Like other players in the item-of-the-month industry, Loot Crate has seen rapid growth just a few years removed from a drop in interest from venture capital firms in the business model after the struggles of companies such as ShoeDazzle and Beachmint Inc.
El Segundo women’s fashion e-tailer JustFab Inc. acquired ShoeDazzle in August 2013 for an amount that PandoDaily reported at the time was less than half of the $66 million of venture capital the firm had raised. Beachmint, meanwhile, formed a joint venture with Condé Nast’s Lucky Inc. fashion brand last August.
“Silicon Valley has a love-hate relationship with e-commerce,” said Adam Goldenberg, co-chief executive of JustFab, which carries a $1 billion valuation and is on pace to generate more than $500 million in revenue this year.
“Why it sometimes goes out of favor is that, compared to social media or mobile or ad tech, it’s typically more capital intensive,” he said.
Yet Loot Crate hasn’t raised venture capital beyond an initial angel investment from Spot Runner Inc. co-founder David Waxman in 2012.

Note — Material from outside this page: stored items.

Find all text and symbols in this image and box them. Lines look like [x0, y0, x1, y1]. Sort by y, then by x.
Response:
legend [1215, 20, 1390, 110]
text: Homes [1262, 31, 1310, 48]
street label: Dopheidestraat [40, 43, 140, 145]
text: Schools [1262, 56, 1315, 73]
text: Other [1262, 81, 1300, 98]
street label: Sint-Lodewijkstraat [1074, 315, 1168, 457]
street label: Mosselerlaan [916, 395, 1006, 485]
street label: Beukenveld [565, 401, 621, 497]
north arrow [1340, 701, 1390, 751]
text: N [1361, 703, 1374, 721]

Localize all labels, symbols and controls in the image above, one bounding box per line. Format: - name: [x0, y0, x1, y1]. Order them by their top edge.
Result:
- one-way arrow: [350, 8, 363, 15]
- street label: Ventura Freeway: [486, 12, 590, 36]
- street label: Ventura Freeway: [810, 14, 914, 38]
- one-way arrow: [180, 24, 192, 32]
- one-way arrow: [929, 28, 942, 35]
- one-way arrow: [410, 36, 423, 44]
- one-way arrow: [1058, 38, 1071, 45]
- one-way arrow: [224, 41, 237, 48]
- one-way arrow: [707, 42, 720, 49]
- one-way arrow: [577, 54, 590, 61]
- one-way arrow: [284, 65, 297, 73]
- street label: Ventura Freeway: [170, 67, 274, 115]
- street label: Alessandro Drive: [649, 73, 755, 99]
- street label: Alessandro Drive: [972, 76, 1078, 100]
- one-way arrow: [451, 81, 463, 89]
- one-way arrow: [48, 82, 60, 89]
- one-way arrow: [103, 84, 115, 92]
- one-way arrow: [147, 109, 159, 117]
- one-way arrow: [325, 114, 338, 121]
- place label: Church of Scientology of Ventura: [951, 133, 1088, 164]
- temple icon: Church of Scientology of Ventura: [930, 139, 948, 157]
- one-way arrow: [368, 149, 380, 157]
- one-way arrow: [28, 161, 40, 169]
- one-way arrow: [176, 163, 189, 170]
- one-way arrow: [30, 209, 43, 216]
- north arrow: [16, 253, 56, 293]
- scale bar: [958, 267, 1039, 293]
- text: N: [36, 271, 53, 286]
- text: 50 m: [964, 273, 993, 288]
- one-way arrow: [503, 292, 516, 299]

By comparison, JustFab, which boasts nearly 3 million monthly subscribers, has raised more than $250 million in venture capital since launching in 2010, including an $85 million Series E round last August. Goldenberg said he expects the business to be profitable this year.
Loot Crate, though, is profitable already, Arevalo said. And because the company has never gone through a formal fundraising process, Waxman said Loot Crate’s co-founders have been able to focus solely on building something its target audience wants.
“The Loot Crate guys have not depended on investors to define their success,” he said. “Whether it’s in fashion or out of fashion is sort of irrelevant to them.”
Waxman, who co-founded Century City seed investment firm TenOneTenVentures with partner Gil Elbaz in 2013, met Arevalo and Davis while judging the L.A. Startup Weekend contest in July 2012.
While Loot Crate didn’t win, or even place in the top three, it was the only company in the contest to generate any revenue by the time the judges made their decision, Arevalo said.
A few weeks later, Waxman invited Loot Crate to work out of his office and decided to make an angel investment. He declined to disclose the terms of his investment.
Yet as subscription e-commerce businesses scale, it becomes harder to recruit customers beyond a company’s core audience. That means spending more money on marketing, which results in smaller margins on each sale, said David Fink, chief revenue officer at Santa Monica’s Science Inc., which has invested in a number of e-commerce firms.
“We have increased our media spend for customer acquisition every year for the last five years,” said JustFab’s Goldenberg.
JustFab and Loot Crate are dealing with the reality of recruitment by moving in to more targeted product areas, a tactic that both attracts new customers and generates additional revenue from existing ones.
“We’re working with some of the top video-game publishers to create specialty boxes tailored to super fans of that franchise,” said Arevalo.
What Loot Crate shouldn’t do, said Science’s Fink, is turn to venture funding specifically to fill that gap.
“Going out and raising capital to underwrite the cost of goods for a box isn’t necessarily a win,” added Fink, former president of acquisition marketing at Beachmint. “There are very few economies of scale at that point.”
But Arevalo said Loot Crate is prepared for what comes next, including its new offerings, precisely because he and Davis never sought venture capital.
“We had to watch every dollar we spent,” he explained. “That disciplined day-to-day operation has led us to be a little more flexible now that we have a larger reach.”